STUDY MATERIAL Start Marker
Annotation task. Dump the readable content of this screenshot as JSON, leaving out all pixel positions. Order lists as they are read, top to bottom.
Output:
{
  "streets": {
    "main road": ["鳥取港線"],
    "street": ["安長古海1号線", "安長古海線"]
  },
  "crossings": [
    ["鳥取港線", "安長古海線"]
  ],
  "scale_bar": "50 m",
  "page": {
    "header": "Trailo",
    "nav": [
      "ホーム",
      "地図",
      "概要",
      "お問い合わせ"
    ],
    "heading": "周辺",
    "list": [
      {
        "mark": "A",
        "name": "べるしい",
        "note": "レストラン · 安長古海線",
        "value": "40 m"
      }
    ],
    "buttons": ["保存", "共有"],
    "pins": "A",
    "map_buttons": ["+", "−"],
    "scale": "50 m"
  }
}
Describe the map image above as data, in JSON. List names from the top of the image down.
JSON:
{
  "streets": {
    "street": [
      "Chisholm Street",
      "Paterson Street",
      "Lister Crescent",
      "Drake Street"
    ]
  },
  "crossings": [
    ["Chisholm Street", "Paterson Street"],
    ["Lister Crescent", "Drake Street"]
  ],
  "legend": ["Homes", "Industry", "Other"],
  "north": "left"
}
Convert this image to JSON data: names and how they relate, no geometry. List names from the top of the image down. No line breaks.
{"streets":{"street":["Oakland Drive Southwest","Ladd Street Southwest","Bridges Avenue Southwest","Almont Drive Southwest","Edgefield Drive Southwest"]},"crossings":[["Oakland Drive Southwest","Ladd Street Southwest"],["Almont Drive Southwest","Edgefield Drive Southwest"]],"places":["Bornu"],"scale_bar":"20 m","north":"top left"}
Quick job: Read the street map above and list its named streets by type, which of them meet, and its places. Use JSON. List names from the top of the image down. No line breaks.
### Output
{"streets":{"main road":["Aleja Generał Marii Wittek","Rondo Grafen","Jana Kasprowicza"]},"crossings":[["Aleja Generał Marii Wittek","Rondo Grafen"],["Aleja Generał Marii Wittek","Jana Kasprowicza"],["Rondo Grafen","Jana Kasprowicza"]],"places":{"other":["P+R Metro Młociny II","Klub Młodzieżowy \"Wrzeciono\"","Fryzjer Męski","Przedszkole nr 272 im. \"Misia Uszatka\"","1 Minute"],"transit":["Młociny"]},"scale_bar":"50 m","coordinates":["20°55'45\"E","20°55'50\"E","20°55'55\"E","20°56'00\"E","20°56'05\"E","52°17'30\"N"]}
STUDY MATERIAL End Marker
Restate the whole listing exactly, leaving out nothing.

▸ SOLVED PROBLEM:
Annotation task. Dump the readable content of this screenshot as JSON, leaving out all pixel positions. Order lists as they are read, top to bottom.
Output:
{
  "streets": {
    "main road": ["鳥取港線"],
    "street": ["安長古海1号線", "安長古海線"]
  },
  "crossings": [
    ["鳥取港線", "安長古海線"]
  ],
  "scale_bar": "50 m",
  "page": {
    "header": "Trailo",
    "nav": [
      "ホーム",
      "地図",
      "概要",
      "お問い合わせ"
    ],
    "heading": "周辺",
    "list": [
      {
        "mark": "A",
        "name": "べるしい",
        "note": "レストラン · 安長古海線",
        "value": "40 m"
      }
    ],
    "buttons": ["保存", "共有"],
    "pins": "A",
    "map_buttons": ["+", "−"],
    "scale": "50 m"
  }
}
Describe the map image above as data, in JSON. List names from the top of the image down.
JSON:
{
  "streets": {
    "street": [
      "Chisholm Street",
      "Paterson Street",
      "Lister Crescent",
      "Drake Street"
    ]
  },
  "crossings": [
    ["Chisholm Street", "Paterson Street"],
    ["Lister Crescent", "Drake Street"]
  ],
  "legend": ["Homes", "Industry", "Other"],
  "north": "left"
}
Convert this image to JSON data: names and how they relate, no geometry. List names from the top of the image down. No line breaks.
{"streets":{"street":["Oakland Drive Southwest","Ladd Street Southwest","Bridges Avenue Southwest","Almont Drive Southwest","Edgefield Drive Southwest"]},"crossings":[["Oakland Drive Southwest","Ladd Street Southwest"],["Almont Drive Southwest","Edgefield Drive Southwest"]],"places":["Bornu"],"scale_bar":"20 m","north":"top left"}
Quick job: Read the street map above and list its named streets by type, which of them meet, and its places. Use JSON. List names from the top of the image down. No line breaks.
### Output
{"streets":{"main road":["Aleja Generał Marii Wittek","Rondo Grafen","Jana Kasprowicza"]},"crossings":[["Aleja Generał Marii Wittek","Rondo Grafen"],["Aleja Generał Marii Wittek","Jana Kasprowicza"],["Rondo Grafen","Jana Kasprowicza"]],"places":{"other":["P+R Metro Młociny II","Klub Młodzieżowy \"Wrzeciono\"","Fryzjer Męski","Przedszkole nr 272 im. \"Misia Uszatka\"","1 Minute"],"transit":["Młociny"]},"scale_bar":"50 m","coordinates":["20°55'45\"E","20°55'50\"E","20°55'55\"E","20°56'00\"E","20°56'05\"E","52°17'30\"N"]}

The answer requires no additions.